*** INPUT RECORDS ***
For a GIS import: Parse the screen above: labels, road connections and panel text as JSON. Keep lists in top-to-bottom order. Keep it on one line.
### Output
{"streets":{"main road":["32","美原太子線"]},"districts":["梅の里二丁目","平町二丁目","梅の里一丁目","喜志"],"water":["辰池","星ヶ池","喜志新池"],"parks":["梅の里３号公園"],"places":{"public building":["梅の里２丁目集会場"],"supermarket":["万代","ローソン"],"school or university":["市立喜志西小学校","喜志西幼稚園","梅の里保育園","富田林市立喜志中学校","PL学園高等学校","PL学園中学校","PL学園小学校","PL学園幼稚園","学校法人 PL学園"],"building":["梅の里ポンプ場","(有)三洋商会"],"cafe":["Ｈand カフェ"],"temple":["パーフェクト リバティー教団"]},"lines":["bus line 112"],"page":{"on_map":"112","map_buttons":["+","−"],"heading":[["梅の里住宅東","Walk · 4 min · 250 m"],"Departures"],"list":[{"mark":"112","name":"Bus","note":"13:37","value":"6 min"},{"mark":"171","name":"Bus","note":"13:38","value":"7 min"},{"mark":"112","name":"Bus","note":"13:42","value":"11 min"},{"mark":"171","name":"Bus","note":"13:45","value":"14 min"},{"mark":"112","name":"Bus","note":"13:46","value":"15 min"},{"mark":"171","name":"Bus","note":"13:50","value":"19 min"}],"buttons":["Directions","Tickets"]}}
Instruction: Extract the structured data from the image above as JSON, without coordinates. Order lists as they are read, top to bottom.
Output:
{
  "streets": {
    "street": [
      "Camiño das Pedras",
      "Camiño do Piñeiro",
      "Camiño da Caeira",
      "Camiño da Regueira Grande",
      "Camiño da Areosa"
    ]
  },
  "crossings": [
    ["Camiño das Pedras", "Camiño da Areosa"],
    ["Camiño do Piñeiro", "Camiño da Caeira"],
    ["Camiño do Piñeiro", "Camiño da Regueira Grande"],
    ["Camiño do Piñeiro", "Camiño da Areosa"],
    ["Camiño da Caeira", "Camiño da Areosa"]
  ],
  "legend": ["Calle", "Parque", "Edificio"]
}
***
*** INPUT RECORDS ***
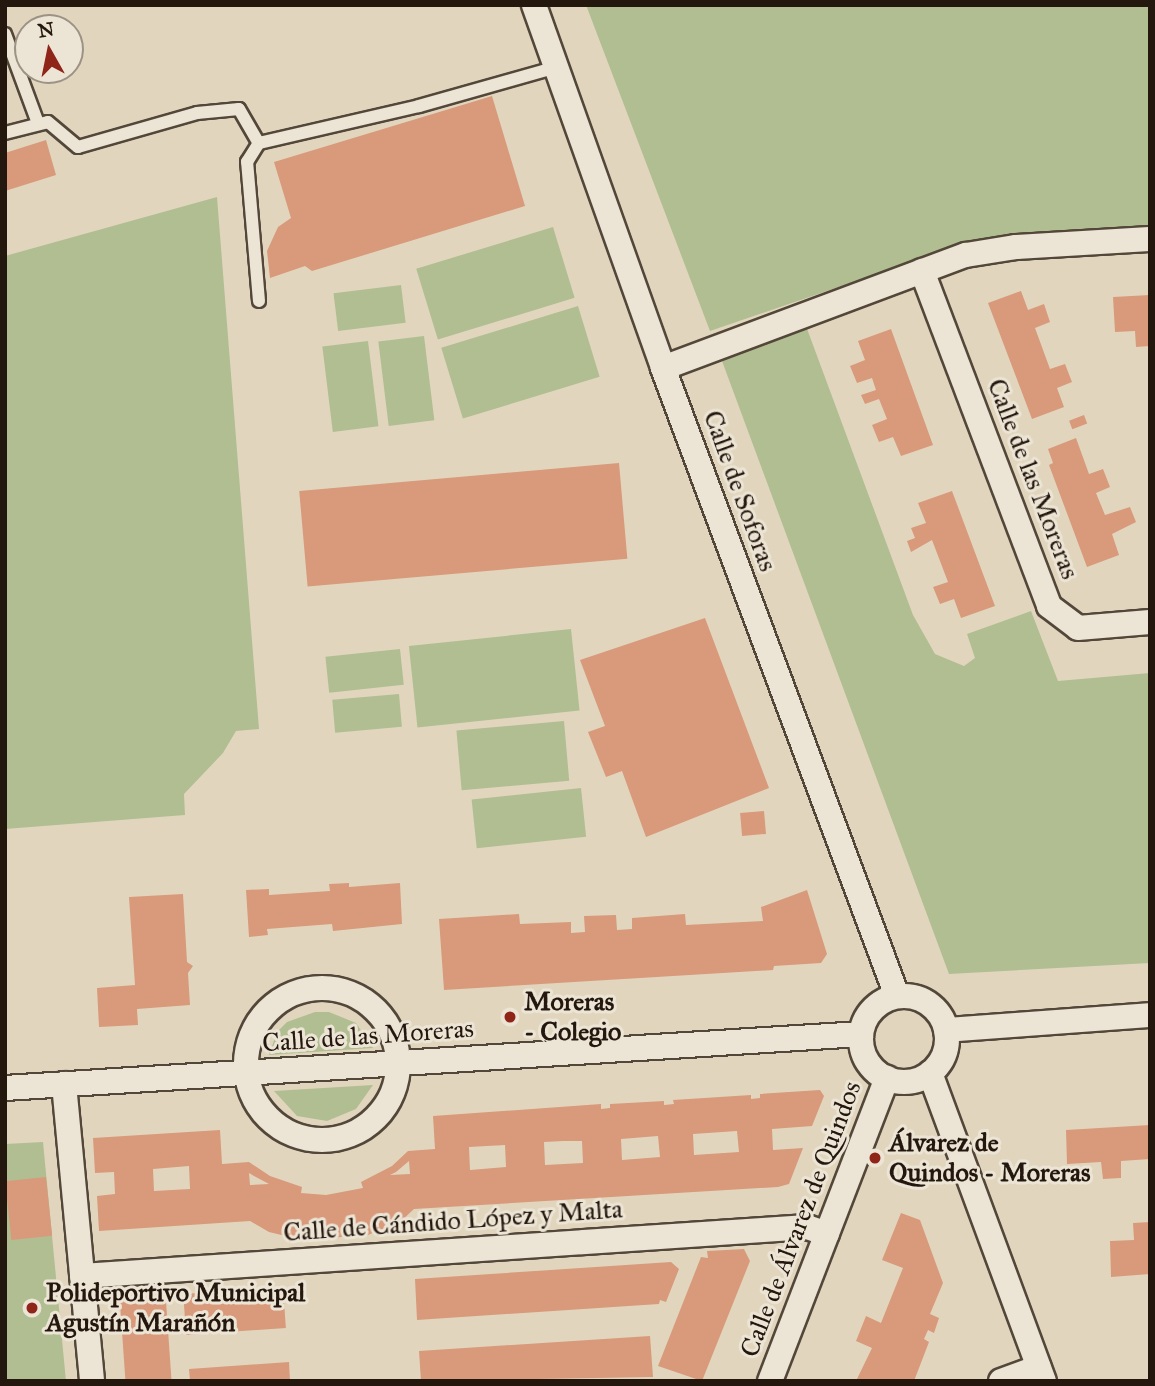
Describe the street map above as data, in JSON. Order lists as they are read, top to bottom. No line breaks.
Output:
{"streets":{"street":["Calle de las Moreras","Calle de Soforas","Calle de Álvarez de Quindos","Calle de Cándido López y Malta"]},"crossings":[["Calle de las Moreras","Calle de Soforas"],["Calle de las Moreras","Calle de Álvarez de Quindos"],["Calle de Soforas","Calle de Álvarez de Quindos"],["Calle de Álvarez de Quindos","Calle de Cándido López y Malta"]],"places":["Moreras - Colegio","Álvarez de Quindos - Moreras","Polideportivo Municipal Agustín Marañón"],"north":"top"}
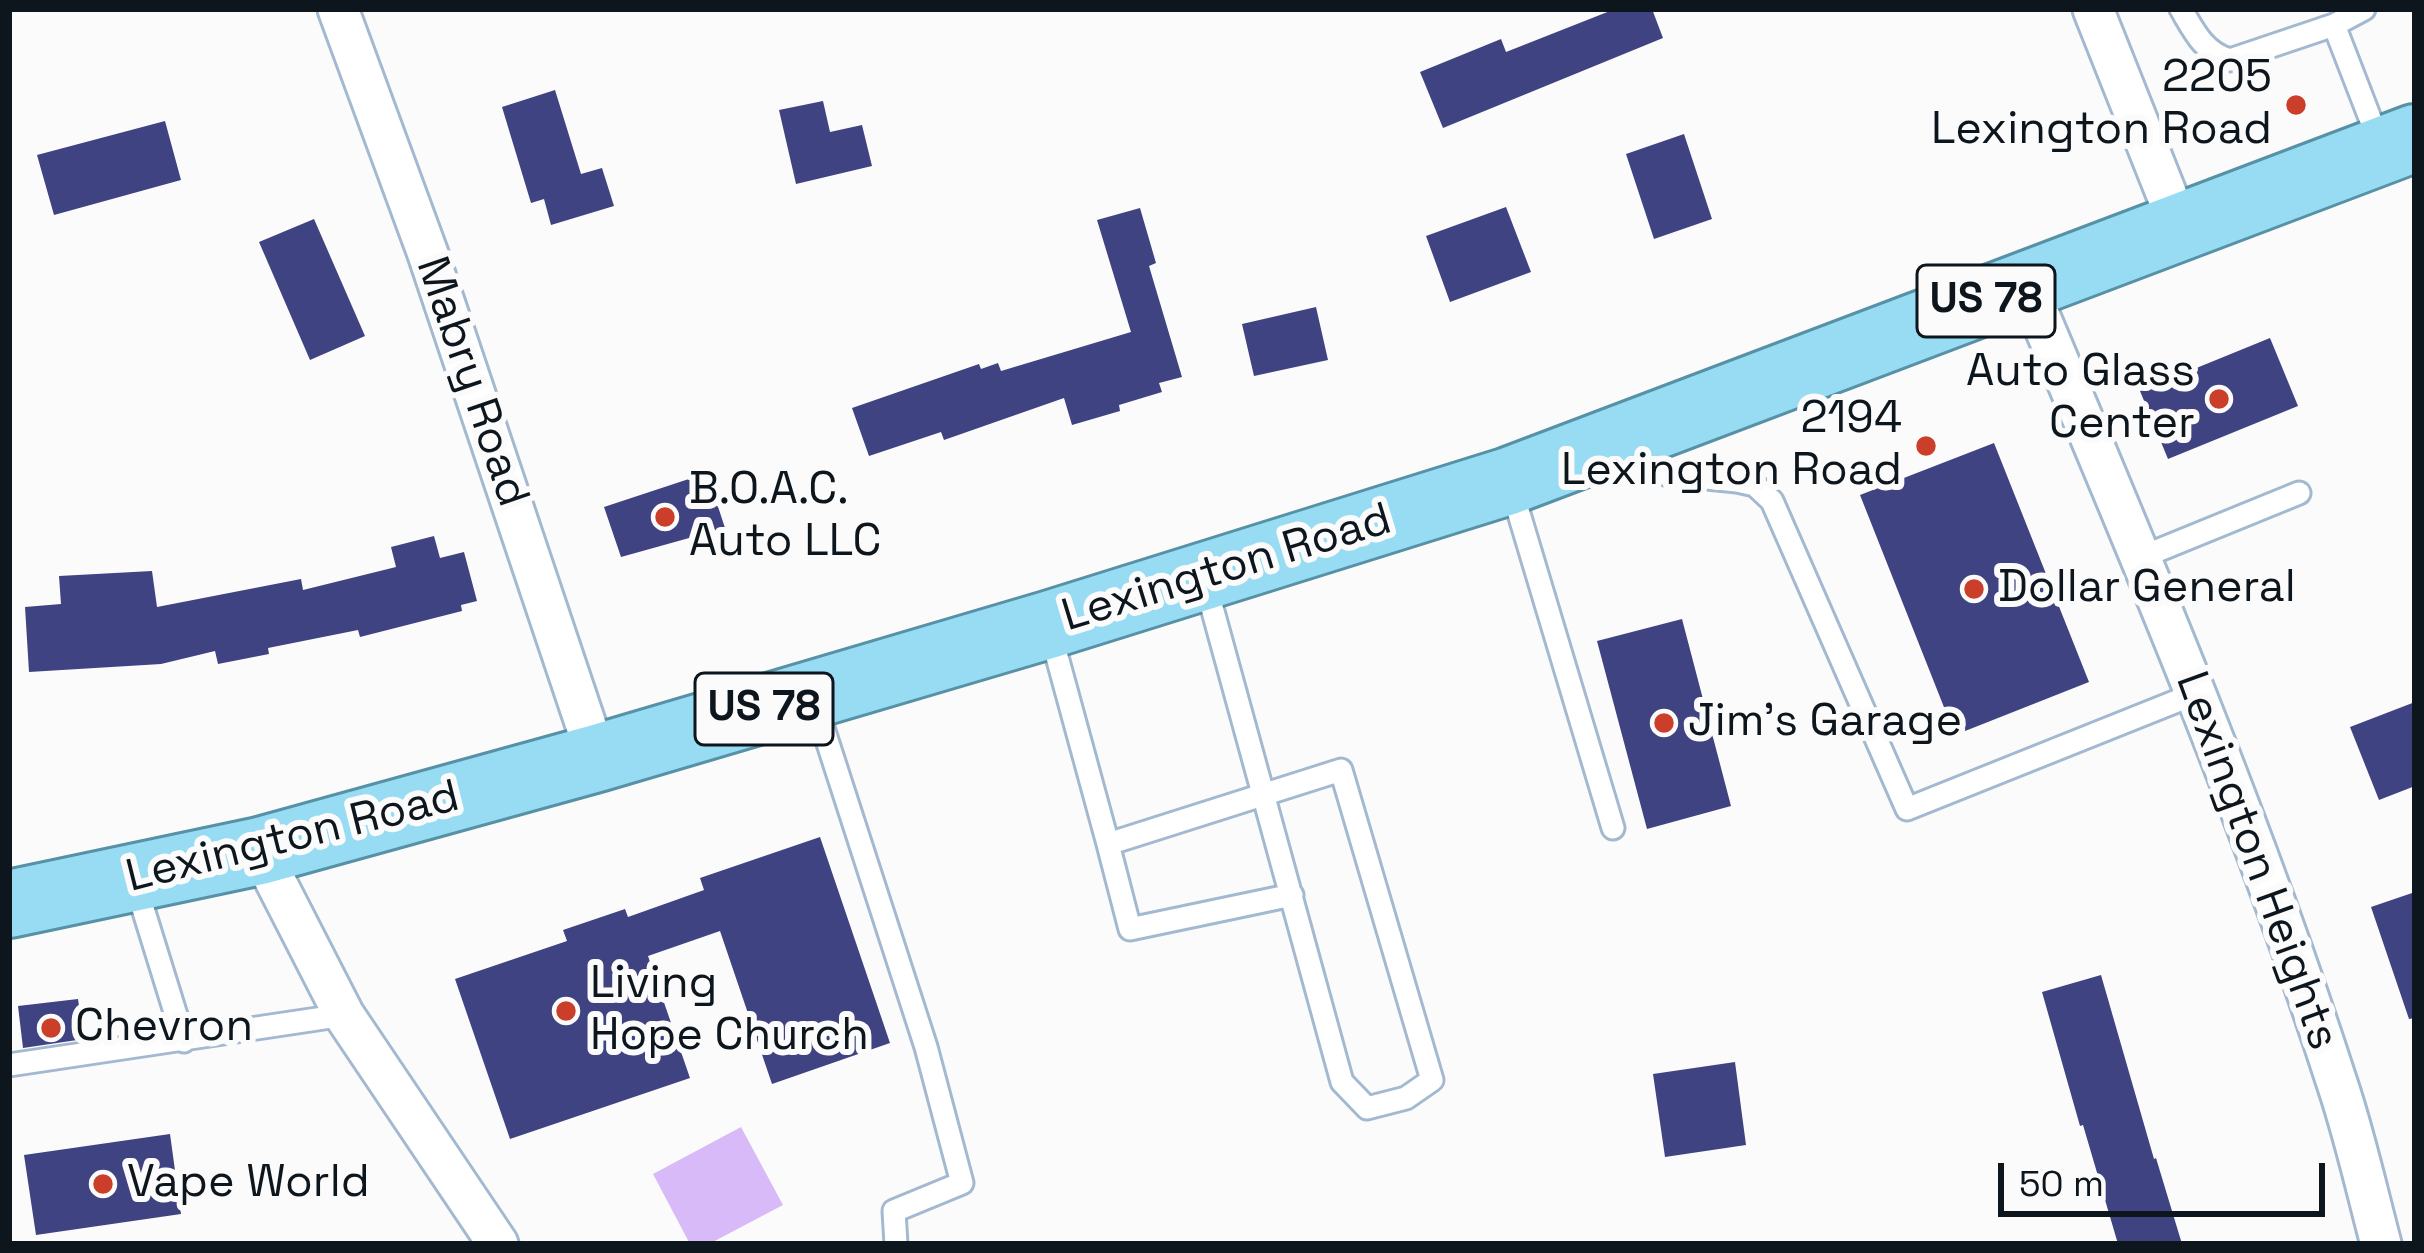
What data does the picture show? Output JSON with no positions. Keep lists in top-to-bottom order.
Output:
***
▶ _EXERCISE GOAL_
Scan the lines above for "For a GIS import: Parse" and for "Instruction: Extract the". Repeat exactly the line holding each of them and every line in between.

▶ _ANSWER SPACE_
For a GIS import: Parse the screen above: labels, road connections and panel text as JSON. Keep lists in top-to-bottom order. Keep it on one line.
### Output
{"streets":{"main road":["32","美原太子線"]},"districts":["梅の里二丁目","平町二丁目","梅の里一丁目","喜志"],"water":["辰池","星ヶ池","喜志新池"],"parks":["梅の里３号公園"],"places":{"public building":["梅の里２丁目集会場"],"supermarket":["万代","ローソン"],"school or university":["市立喜志西小学校","喜志西幼稚園","梅の里保育園","富田林市立喜志中学校","PL学園高等学校","PL学園中学校","PL学園小学校","PL学園幼稚園","学校法人 PL学園"],"building":["梅の里ポンプ場","(有)三洋商会"],"cafe":["Ｈand カフェ"],"temple":["パーフェクト リバティー教団"]},"lines":["bus line 112"],"page":{"on_map":"112","map_buttons":["+","−"],"heading":[["梅の里住宅東","Walk · 4 min · 250 m"],"Departures"],"list":[{"mark":"112","name":"Bus","note":"13:37","value":"6 min"},{"mark":"171","name":"Bus","note":"13:38","value":"7 min"},{"mark":"112","name":"Bus","note":"13:42","value":"11 min"},{"mark":"171","name":"Bus","note":"13:45","value":"14 min"},{"mark":"112","name":"Bus","note":"13:46","value":"15 min"},{"mark":"171","name":"Bus","note":"13:50","value":"19 min"}],"buttons":["Directions","Tickets"]}}
Instruction: Extract the structured data from the image above as JSON, without coordinates. Order lists as they are read, top to bottom.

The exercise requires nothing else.